### DIRECTIONS
Your answer must consist solely of the lines from the start of the entries below through the line with "function drawText(font, color, halo, rows, align", unchanged.

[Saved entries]

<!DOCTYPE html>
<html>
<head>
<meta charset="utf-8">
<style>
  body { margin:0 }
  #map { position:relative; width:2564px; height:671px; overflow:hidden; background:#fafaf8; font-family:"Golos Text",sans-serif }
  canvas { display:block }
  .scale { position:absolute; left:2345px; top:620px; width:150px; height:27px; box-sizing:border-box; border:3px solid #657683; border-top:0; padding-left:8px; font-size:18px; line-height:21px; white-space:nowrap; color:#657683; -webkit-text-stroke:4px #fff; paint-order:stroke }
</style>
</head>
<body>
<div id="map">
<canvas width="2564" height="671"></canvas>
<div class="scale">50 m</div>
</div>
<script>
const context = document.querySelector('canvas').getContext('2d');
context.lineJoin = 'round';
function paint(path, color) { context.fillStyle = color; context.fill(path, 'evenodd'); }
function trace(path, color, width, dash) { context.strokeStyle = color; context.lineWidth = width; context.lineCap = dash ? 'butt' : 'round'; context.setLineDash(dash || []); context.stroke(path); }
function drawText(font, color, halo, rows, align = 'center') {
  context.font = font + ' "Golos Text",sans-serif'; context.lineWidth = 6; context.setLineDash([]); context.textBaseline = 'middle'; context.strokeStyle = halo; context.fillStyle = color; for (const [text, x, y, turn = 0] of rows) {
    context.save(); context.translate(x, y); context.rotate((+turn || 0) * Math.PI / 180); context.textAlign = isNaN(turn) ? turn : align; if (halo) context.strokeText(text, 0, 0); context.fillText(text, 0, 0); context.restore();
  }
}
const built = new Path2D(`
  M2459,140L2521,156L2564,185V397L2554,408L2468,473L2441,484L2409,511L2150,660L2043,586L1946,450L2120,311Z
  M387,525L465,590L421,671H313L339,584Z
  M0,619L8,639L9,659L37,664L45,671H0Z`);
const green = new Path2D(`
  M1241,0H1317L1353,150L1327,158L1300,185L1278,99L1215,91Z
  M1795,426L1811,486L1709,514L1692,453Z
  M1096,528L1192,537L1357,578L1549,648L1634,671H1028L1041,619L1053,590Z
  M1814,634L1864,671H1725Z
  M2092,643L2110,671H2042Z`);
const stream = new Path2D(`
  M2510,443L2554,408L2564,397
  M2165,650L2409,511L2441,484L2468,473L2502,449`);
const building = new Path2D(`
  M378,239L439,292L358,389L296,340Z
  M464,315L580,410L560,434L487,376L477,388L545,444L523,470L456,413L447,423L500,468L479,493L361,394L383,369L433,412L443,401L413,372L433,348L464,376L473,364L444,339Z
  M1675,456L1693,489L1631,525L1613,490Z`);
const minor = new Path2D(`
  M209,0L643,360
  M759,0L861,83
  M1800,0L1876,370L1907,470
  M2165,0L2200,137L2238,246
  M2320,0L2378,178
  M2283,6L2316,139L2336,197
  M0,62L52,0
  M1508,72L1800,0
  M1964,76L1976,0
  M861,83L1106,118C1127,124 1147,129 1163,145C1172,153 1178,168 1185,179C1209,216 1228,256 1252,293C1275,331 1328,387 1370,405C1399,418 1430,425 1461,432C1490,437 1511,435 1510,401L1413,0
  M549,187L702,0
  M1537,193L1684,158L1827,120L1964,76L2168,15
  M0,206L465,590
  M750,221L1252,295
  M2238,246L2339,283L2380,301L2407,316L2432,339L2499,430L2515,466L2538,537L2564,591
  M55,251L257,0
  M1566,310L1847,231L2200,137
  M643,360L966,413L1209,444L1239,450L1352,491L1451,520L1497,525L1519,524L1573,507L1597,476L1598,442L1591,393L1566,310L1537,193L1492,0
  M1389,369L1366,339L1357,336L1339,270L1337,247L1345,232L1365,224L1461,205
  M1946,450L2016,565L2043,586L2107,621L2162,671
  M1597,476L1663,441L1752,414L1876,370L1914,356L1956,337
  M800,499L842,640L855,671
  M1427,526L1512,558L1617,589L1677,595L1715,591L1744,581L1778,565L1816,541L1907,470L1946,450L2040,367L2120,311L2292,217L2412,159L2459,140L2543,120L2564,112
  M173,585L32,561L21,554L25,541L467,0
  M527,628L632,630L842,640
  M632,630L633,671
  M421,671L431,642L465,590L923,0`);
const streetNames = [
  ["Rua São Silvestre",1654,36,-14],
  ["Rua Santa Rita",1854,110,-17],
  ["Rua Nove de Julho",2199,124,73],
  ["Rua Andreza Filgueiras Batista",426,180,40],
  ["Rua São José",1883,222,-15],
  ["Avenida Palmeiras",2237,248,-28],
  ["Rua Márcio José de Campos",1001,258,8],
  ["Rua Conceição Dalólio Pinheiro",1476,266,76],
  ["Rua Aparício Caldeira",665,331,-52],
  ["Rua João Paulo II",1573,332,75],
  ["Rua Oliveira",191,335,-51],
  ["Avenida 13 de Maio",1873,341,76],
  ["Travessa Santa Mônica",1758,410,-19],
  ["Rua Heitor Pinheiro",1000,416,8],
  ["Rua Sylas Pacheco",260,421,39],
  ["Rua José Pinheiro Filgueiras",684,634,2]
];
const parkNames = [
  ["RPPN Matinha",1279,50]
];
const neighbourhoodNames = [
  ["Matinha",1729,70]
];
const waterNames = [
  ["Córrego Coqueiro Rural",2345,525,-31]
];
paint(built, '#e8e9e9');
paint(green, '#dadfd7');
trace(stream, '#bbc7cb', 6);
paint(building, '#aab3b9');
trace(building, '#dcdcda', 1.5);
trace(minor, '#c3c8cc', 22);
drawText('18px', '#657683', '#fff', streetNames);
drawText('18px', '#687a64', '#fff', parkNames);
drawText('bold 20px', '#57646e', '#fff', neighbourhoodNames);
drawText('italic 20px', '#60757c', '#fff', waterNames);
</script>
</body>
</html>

### ANSWER TO THE PROBLEM
<!DOCTYPE html>
<html>
<head>
<meta charset="utf-8">
<style>
  body { margin:0 }
  #map { position:relative; width:2564px; height:671px; overflow:hidden; background:#fafaf8; font-family:"Golos Text",sans-serif }
  canvas { display:block }
  .scale { position:absolute; left:2345px; top:620px; width:150px; height:27px; box-sizing:border-box; border:3px solid #657683; border-top:0; padding-left:8px; font-size:18px; line-height:21px; white-space:nowrap; color:#657683; -webkit-text-stroke:4px #fff; paint-order:stroke }
</style>
</head>
<body>
<div id="map">
<canvas width="2564" height="671"></canvas>
<div class="scale">50 m</div>
</div>
<script>
const context = document.querySelector('canvas').getContext('2d');
context.lineJoin = 'round';
function paint(path, color) { context.fillStyle = color; context.fill(path, 'evenodd'); }
function trace(path, color, width, dash) { context.strokeStyle = color; context.lineWidth = width; context.lineCap = dash ? 'butt' : 'round'; context.setLineDash(dash || []); context.stroke(path); }
function drawText(font, color, halo, rows, align = 'center') {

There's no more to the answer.